● Your objective
The required result is each line of the entries below containing the string "middle".

------------

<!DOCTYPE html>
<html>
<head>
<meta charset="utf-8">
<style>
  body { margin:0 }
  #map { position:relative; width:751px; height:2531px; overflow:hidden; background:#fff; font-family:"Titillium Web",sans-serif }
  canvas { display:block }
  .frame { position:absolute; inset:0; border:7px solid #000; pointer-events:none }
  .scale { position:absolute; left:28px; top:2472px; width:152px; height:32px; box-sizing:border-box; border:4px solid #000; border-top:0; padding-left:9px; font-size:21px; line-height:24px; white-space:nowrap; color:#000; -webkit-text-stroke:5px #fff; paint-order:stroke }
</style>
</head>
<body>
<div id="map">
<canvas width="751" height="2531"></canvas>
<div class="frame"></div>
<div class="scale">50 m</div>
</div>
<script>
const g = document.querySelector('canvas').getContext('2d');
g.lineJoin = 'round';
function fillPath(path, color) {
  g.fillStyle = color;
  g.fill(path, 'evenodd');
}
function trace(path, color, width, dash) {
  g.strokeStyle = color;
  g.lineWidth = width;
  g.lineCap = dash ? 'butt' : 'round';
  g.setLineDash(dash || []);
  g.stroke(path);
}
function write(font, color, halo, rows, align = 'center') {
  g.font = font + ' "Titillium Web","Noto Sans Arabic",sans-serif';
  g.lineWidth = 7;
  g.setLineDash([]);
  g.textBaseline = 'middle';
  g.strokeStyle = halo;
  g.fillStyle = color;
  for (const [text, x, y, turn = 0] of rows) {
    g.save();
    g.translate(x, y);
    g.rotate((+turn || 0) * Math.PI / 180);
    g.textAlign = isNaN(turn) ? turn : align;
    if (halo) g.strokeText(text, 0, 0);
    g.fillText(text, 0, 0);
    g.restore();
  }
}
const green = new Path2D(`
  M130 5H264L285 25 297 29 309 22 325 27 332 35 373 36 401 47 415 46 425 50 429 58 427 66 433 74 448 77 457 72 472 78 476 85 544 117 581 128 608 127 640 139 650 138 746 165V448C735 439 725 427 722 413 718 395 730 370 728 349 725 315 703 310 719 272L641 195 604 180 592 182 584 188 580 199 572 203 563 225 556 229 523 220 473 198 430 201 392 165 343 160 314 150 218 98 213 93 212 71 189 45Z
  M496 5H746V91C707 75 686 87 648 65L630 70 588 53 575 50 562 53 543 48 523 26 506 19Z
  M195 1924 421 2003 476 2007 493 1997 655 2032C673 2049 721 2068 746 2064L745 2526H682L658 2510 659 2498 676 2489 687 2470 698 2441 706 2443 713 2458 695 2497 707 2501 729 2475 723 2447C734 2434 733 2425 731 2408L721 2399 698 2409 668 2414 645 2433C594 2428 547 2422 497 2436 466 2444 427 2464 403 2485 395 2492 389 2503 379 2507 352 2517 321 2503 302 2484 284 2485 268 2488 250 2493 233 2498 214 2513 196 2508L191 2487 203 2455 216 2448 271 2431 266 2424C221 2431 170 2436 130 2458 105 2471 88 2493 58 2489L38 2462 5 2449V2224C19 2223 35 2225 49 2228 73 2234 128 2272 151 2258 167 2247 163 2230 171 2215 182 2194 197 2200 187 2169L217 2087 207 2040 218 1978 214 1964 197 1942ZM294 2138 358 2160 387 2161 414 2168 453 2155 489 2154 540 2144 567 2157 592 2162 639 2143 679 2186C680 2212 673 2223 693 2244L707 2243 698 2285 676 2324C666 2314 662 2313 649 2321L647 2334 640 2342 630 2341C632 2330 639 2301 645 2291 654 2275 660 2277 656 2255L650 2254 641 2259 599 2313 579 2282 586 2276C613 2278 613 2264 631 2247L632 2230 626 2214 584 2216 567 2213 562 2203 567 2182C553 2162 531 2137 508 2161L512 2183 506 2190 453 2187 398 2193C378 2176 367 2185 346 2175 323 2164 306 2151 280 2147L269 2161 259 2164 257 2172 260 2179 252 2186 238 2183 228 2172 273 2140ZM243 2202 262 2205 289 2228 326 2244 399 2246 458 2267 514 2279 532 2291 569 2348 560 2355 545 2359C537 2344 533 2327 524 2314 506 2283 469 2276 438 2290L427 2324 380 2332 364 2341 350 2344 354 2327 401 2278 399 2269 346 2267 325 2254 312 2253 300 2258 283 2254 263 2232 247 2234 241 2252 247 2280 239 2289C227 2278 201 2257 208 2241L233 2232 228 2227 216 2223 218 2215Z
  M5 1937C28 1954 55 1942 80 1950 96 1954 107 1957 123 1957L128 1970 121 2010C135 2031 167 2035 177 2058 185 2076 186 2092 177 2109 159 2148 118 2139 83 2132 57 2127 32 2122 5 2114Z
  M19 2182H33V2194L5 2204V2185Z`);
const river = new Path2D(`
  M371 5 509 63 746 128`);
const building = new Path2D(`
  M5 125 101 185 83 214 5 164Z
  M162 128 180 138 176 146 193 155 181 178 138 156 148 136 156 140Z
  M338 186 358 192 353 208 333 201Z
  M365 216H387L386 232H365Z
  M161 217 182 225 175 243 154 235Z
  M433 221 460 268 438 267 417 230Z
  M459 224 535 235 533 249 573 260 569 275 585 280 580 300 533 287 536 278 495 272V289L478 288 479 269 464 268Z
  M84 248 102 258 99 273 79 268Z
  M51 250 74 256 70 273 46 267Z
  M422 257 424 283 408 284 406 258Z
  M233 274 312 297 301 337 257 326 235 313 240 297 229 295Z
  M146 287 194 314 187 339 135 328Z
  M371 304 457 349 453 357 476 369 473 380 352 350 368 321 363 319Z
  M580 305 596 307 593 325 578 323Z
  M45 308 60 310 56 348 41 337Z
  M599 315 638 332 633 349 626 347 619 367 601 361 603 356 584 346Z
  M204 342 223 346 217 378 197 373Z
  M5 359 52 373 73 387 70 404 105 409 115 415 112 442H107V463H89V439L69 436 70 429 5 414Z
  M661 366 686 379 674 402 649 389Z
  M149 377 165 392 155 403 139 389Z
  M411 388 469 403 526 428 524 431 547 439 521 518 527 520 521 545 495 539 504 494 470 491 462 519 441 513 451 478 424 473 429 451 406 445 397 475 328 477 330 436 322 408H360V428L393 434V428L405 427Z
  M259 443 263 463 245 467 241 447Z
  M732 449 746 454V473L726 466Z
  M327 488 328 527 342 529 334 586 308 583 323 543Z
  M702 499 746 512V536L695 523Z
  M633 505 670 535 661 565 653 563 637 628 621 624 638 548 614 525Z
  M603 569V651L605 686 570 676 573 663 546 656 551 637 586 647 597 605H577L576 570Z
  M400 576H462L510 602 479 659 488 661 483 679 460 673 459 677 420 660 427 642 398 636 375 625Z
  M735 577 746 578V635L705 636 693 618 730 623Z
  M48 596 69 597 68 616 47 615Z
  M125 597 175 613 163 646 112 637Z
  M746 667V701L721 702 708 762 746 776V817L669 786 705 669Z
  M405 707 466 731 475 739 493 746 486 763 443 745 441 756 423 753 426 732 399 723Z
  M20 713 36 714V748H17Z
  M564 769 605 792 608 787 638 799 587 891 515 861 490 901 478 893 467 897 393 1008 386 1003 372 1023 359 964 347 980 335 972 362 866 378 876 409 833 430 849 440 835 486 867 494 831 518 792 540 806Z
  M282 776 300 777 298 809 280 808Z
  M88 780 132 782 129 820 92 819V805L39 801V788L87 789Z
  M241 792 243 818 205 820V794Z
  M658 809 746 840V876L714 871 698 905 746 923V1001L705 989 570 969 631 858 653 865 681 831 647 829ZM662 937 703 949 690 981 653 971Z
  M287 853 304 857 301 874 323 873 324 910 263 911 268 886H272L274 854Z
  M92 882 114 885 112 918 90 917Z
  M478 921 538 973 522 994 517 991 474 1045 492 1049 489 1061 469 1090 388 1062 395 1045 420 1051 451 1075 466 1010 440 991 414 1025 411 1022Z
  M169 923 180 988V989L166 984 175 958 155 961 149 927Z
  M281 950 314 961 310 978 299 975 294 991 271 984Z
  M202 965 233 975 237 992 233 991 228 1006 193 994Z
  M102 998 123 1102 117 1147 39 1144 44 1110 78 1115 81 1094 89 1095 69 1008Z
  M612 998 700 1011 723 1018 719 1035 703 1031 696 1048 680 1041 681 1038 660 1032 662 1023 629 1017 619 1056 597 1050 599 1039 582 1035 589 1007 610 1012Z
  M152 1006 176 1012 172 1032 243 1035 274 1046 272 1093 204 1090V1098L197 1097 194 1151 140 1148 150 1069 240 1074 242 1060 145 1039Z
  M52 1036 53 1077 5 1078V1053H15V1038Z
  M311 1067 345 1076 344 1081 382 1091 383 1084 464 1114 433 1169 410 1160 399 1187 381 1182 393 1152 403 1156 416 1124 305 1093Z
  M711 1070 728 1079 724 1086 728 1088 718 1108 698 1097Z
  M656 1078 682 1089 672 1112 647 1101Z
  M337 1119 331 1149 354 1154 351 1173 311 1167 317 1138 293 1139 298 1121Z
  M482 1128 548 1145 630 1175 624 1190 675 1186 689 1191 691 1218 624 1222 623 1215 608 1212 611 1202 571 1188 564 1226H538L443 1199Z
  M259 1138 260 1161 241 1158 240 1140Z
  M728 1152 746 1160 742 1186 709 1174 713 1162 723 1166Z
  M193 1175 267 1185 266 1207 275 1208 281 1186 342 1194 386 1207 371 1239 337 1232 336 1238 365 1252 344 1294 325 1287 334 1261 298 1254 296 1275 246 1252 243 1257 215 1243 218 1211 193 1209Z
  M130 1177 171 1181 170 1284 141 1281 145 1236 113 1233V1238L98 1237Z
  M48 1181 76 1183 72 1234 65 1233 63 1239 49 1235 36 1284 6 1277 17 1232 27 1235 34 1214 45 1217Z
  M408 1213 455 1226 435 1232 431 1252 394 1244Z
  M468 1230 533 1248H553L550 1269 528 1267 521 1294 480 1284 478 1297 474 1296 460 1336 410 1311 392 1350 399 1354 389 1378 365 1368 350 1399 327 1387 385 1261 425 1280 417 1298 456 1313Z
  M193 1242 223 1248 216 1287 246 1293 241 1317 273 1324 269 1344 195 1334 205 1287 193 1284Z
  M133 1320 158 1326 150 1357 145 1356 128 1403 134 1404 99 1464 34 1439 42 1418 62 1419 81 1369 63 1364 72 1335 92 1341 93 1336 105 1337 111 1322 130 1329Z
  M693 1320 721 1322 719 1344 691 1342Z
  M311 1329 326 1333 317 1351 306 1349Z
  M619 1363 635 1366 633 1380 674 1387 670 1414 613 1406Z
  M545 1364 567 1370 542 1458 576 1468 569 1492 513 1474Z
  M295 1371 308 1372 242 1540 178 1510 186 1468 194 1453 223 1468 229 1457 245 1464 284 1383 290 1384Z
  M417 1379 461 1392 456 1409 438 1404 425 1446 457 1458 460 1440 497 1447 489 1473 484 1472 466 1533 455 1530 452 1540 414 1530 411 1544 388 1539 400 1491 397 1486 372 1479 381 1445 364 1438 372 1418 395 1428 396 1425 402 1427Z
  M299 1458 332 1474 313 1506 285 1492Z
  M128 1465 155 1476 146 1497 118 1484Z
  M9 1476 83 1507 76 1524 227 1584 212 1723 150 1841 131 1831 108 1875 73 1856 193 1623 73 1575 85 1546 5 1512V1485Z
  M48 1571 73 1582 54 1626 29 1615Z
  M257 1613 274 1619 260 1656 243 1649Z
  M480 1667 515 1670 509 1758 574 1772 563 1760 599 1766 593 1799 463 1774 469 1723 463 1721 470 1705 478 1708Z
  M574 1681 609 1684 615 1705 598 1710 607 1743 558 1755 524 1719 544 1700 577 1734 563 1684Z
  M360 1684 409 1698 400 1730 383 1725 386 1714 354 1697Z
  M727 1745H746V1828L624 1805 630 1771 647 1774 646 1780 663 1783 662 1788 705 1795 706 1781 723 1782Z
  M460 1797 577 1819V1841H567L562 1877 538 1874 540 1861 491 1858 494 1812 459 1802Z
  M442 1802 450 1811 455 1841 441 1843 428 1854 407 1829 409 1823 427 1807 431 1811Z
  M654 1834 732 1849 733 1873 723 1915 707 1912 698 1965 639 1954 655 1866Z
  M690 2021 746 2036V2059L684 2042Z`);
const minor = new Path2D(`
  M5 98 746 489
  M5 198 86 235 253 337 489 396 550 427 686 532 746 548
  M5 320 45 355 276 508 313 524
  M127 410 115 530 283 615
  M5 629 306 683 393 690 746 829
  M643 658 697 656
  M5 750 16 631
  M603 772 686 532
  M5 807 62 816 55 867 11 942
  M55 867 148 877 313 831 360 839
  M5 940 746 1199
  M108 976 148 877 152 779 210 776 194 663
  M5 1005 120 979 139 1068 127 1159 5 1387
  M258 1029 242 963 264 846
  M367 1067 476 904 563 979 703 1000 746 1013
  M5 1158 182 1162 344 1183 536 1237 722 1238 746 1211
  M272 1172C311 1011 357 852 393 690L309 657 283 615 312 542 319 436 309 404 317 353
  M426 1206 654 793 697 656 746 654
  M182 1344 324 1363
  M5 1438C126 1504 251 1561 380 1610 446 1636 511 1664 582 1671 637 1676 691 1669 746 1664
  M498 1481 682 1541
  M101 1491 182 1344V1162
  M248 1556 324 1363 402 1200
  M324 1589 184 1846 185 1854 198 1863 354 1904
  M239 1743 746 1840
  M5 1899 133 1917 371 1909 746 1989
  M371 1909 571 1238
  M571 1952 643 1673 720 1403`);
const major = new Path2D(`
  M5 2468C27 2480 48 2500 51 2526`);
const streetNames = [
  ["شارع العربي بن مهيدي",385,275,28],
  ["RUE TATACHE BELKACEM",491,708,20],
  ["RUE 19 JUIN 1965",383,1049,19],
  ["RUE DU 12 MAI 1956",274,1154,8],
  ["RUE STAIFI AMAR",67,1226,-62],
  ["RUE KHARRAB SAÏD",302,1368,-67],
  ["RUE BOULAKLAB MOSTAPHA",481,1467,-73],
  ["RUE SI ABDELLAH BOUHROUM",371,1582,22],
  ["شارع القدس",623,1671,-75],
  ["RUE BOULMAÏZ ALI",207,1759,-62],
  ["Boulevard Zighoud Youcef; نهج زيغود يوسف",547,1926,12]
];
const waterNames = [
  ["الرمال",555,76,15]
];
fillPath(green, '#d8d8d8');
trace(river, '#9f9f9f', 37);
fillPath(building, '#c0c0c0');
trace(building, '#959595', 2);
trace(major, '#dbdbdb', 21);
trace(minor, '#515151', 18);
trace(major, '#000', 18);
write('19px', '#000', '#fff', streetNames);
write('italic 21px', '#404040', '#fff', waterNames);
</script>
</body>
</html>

------------

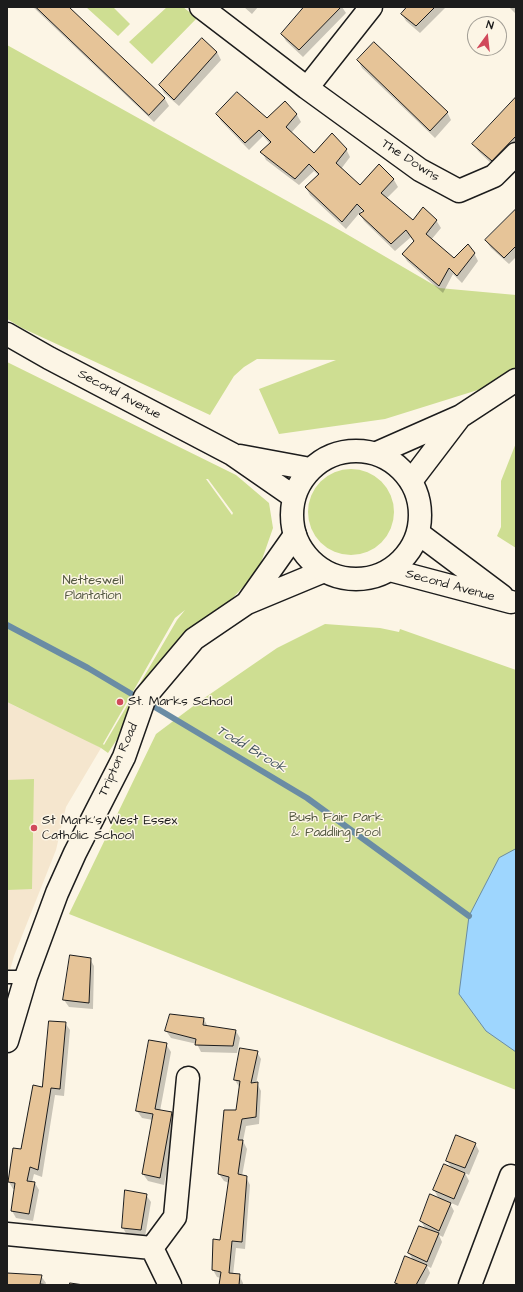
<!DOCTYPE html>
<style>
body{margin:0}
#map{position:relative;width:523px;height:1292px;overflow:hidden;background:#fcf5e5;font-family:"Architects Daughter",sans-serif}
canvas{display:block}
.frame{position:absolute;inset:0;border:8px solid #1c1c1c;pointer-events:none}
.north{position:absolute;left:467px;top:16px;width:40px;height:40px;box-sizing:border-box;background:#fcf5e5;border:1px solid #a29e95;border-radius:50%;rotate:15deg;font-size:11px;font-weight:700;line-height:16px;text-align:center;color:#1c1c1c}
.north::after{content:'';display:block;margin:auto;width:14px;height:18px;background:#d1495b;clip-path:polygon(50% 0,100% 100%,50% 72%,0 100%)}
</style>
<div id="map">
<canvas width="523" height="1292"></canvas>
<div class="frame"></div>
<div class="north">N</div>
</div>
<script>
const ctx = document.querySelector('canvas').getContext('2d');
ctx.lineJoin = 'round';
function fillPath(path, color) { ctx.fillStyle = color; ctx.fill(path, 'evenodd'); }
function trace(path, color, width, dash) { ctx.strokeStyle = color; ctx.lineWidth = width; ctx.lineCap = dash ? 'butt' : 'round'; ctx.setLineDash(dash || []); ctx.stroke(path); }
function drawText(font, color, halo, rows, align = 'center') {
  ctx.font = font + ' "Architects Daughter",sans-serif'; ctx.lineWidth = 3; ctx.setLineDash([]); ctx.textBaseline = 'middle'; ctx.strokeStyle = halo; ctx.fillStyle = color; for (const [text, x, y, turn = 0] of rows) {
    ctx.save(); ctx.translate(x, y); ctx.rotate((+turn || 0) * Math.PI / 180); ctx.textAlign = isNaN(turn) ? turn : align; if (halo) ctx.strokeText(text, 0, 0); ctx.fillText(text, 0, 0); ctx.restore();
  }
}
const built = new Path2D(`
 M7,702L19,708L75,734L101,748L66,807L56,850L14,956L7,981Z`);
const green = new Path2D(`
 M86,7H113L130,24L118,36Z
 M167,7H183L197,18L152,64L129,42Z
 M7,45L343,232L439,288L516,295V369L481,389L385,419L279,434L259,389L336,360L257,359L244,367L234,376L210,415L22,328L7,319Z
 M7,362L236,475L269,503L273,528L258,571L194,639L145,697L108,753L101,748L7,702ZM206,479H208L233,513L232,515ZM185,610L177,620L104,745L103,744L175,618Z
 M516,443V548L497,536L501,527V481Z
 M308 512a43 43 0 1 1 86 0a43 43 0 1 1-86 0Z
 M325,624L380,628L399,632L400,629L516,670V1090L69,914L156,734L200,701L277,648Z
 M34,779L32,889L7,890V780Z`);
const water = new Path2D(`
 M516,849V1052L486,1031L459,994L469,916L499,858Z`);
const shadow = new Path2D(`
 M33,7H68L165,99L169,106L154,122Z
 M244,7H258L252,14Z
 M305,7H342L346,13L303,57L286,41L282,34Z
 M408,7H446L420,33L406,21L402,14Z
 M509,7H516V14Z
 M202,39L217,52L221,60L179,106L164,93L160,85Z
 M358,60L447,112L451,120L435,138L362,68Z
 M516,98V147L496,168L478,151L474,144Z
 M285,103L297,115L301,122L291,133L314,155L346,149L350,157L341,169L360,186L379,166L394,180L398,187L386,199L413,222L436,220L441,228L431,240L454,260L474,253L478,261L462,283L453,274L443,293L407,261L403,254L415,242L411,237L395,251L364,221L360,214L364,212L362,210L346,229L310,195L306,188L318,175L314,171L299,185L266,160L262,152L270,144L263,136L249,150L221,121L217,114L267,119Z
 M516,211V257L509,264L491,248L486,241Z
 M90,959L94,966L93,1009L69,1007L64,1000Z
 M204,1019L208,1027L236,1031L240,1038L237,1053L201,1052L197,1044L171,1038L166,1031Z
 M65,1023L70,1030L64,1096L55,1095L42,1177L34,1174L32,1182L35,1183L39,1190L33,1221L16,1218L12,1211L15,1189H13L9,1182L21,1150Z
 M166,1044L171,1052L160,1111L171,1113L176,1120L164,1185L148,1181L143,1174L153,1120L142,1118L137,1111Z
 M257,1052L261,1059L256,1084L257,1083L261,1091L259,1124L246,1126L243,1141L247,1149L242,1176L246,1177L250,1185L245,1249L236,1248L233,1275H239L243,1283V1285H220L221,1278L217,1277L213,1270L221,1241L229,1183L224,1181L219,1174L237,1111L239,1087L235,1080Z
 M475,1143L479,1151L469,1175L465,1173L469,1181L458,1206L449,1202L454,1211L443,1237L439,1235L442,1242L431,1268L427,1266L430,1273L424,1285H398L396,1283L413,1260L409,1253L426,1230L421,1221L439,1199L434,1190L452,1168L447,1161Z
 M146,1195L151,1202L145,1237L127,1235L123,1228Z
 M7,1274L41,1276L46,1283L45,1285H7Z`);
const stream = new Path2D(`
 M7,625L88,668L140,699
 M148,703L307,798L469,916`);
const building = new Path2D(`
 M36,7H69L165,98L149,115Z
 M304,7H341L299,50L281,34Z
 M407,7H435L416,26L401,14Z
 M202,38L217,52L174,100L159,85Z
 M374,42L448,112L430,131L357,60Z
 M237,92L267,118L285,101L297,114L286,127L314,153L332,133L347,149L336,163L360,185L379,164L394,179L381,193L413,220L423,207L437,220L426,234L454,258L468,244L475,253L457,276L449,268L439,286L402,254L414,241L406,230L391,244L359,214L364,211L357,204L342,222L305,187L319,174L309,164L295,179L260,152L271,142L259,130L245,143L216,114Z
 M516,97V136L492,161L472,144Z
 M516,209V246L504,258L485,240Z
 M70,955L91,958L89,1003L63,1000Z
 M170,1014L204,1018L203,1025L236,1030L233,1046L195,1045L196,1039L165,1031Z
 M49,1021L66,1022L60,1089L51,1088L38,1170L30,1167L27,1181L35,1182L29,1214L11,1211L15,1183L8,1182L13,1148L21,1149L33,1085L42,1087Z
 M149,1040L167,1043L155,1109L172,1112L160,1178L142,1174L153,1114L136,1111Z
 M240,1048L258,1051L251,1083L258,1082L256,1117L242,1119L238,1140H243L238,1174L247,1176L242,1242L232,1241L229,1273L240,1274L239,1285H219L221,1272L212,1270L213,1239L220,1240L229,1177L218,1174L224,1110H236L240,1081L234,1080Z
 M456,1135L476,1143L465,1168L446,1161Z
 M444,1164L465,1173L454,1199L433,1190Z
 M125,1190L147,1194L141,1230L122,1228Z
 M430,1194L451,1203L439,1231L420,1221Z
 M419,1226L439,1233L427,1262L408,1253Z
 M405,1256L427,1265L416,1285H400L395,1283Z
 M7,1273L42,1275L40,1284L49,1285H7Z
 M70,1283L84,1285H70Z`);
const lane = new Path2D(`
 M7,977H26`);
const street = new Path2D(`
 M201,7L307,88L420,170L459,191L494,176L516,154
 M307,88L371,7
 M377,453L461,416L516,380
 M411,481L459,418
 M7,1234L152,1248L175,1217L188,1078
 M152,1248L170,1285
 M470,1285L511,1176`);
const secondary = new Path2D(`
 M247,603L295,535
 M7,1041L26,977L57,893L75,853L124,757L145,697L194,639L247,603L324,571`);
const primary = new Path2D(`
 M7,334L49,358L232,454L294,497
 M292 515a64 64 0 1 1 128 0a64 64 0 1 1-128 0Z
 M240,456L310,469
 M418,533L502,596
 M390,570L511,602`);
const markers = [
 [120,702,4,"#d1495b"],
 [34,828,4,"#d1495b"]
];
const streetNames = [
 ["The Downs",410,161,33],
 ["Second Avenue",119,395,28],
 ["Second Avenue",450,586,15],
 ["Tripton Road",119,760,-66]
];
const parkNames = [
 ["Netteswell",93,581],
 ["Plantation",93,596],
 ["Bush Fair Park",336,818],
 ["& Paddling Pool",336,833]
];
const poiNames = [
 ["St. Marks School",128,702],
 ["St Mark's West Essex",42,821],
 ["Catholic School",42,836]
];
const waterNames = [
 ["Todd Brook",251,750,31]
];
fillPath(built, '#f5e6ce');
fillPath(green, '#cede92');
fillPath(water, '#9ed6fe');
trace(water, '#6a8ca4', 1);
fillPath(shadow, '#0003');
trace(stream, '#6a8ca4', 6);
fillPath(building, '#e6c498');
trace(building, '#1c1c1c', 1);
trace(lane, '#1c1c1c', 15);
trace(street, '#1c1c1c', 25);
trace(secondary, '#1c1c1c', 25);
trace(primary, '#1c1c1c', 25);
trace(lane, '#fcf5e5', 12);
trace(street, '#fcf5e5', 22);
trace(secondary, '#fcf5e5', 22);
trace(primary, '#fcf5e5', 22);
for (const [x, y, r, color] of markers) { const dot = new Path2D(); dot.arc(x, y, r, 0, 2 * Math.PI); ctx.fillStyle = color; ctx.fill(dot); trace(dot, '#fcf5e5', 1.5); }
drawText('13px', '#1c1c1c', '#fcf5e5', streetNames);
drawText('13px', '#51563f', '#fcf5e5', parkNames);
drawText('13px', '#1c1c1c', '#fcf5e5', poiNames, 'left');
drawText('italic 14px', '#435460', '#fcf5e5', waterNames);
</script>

------------

● Response area
  g.textBaseline = 'middle';
  ctx.font = font + ' "Architects Daughter",sans-serif'; ctx.lineWidth = 3; ctx.setLineDash([]); ctx.textBaseline = 'middle'; ctx.strokeStyle = halo; ctx.fillStyle = color; for (const [text, x, y, turn = 0] of rows) {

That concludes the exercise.